My analysis of the major causes is different, and differs between the advocates of pre- and post-print IRs:
  • The pre-print IR advocates missed the key advantage that subject as opposed to institutional repositories have for the user; each is a single open-access portal containing all the pre-prints (and for arXiv.org essentially all the papers) of interest to researchers in that subject. The idea that a distributed search portal built on OAI-PMH would emerge to allow IRs to compete with subject repositories demonstrates a lack of understanding of user behavior in the Web.
  • The post-print IR advocates were naive in thinking that a loose federation of librarians with little institutional clout and few resources could disrupt a publishing oligopoly generating many billions of dollars a year on the bottom line. It should have been clear from librarians experience of "negotiating" subscriptions that, without strong support from University presidents and funding agencies, the power of the publishers was too great.
There was an interesting discussion in the comments to the blog post, to which Poynder responded here.


Hvdsomp said...

Great blog post, as always, David. I agree with most of the analysis, really. I agree with your observation that the preprint advocates (including myself) might not have fully understood the advantage of subject repositories as natural habitats for scientists of a certain discipline. But I do not agree that preprint advocates aimed at having institutional repositories compete with subject repositories. Actually, as far as I remember, the Santa Fe meeting was rather neutral when it came to this dichotomy. For example, the Universal Preprint Service experiment that Michael Nelson, Thomas Krichel, and I conducted prior to the meeting as a means to guide discussions was largely about aggregating subject repositories, see this D-Lib paper.
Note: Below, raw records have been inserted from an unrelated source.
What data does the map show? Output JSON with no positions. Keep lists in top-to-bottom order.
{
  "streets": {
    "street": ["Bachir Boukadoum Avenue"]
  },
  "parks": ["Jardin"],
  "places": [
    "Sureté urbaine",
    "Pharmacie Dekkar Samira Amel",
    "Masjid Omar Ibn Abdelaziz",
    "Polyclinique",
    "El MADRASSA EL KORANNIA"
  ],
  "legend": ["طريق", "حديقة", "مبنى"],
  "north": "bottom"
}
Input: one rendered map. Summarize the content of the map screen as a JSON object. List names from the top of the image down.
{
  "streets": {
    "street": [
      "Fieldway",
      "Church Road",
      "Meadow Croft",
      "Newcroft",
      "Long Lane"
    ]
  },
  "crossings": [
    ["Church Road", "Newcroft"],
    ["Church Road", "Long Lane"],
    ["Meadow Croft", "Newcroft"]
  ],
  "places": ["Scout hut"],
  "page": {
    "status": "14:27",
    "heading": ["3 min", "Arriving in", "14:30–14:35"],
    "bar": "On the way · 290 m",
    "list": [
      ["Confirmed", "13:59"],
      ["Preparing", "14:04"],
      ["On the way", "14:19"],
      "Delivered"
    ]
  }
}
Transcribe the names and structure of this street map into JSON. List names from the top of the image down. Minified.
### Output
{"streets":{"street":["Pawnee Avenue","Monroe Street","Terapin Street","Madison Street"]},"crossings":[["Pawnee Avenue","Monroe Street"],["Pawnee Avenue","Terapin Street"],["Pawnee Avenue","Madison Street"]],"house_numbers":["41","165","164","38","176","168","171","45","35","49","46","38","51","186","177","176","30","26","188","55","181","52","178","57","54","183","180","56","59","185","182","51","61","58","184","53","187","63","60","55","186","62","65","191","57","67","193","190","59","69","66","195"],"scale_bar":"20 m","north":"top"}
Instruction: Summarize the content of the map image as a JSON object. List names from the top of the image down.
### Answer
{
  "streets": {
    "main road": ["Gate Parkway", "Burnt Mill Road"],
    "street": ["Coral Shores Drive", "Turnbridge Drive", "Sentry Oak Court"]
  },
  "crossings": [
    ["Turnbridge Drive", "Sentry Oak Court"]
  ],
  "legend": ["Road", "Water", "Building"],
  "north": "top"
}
It is correct that we (also) envisioned preprint servers at the institutional level. It kind of didn't matter whether the set-up was discipline-based or institutional as long as it was about preprints, about materials that had not been formally published. This approach was seen as a way to build a communication system parallel to the established one; not even really to compete with it. It would be disruptive in the sense of Christensen's Disruptive Technologies, whereby preprints lacked a significant feature of the published literature (perceived quality provided by peer-review) but had appealing features the established system did not have (speed of communication, availability). Anyhow, next time we preprint aficionados checked in, the institutional repositories had become anything but preprint servers. In their quest for Open Access, they had ended up focusing largely on published literature.

David. said...

Whether or not that was the intention, subject and institutional repositories were inevitably going to compete. Given the hassle of depositing a paper, authors were only going to do it once. This sets up a competition for deposits.

In a world where aggregating distributed repositories (e.g. via OAI-PMH) worked well, it might not have mattered where a paper was deposited. But aggregation hasn't worked well in search, for example. And if the aggregation was at the metadata level, users would still have to learn the UI of the individual repositories in order to access the content.

A subject portal that provided a single UI to search and access the content provides a much better user experience, even supposing that the aggregation worked well. So the authors would gravitate to the subject repositories for preprints, where access to the content is the whole point. And, having deposited their preprint there, they would have absolutely zero motivation to deposit the published version in an IR. So, in subject areas with a preprint repository, it is pretty much guaranteed to win out.